I wrote a love poem to a boy who lived in the single-story house behind us. His back yard met up to mine at the property line. I was nine and the year seemed suddenly all about boys—loving them, giggling for them, wishing they could tell you something about who you were or what you would be.
For the most part, they ignored me. A few hated me for my loud voice, but mostly they made me feel like there was a glacier bobbing up and down in my stomach. I was supposed to like them, but it also felt forced and frightening.
Ricky was different. I stared at him during breakfast and recesses, and he was nice to me, a few years older, even and benign. When we walked home through the yards of the houses on Main Street, we dragged our feet in fall leaves and just talked, the way you might with your parent or best friend.

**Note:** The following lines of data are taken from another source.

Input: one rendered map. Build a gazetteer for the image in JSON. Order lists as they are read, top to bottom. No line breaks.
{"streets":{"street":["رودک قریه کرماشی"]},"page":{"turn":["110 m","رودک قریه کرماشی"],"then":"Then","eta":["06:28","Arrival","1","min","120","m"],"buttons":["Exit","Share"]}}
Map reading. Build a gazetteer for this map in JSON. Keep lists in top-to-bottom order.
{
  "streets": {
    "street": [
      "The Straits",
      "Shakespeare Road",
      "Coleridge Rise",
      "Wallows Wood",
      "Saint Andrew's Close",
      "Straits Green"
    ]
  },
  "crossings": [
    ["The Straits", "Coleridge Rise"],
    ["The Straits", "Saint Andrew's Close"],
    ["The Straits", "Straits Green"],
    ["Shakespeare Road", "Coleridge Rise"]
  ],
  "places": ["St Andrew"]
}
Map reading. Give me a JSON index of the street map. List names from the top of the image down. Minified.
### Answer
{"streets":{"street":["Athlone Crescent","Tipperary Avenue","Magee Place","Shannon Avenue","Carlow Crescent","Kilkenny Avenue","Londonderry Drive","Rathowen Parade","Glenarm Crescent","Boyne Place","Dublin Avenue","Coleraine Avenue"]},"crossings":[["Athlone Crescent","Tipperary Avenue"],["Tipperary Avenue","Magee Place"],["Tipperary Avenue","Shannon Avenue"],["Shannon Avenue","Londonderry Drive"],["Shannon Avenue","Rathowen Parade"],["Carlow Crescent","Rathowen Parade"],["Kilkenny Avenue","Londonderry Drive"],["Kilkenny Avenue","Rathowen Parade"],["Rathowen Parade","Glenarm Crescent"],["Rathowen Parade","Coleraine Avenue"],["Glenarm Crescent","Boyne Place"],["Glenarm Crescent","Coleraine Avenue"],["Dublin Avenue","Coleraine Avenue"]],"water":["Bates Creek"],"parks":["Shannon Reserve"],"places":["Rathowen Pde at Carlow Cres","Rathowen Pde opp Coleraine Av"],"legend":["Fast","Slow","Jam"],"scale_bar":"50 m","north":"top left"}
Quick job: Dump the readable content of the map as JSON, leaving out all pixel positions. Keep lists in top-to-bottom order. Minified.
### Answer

I’m not sure why I wrote him a love letter. I wasn’t a good writer. At nine, my 2s looked like 6s and my bs looked liked ds. I knew they were usually wrong, but I could never tell how. I was certainly aware of my writing issues and deeply protective of them.
Ricky’s letter was on pink paper and I sent it to his house via my next door neighbor, Timmy, who was fat and couldn’t keep a secret. The plan was, Timmy would say the letter came from another girl in my class, and I would stand outside, waiting for Ricky to come out and ask me about it. It couldn’t have been a worse plan. Even for a nine year-old.
I can only remember one line, which he repeated when he walked through his backyard to where I stood, holding my salmon-colored letter as though it were trash or chicken bones.
“I didn’t write that letter,” I exploded. No one had said a word yet. ”But, I know who did!” Nine year-old me thought this was my “in” to offer and have “key” information. But Ricky was 12, which is a lot older than 9.
To my shame he said, not even with intentional cruelty, “Jamie, how do you spell hair?”
I blinked. ”I don’t know and I don’t care.”
He handed me the pink sheet of paper, the hot pink pen barely visible on such a close background hue. I love the way your hare goes. It said. Hare. It seemed wrong, it must be wrong, but something also looked so right. I walked in alone, leaving the letter in the dirt, hating all the tricky words curving up all the pages in the world.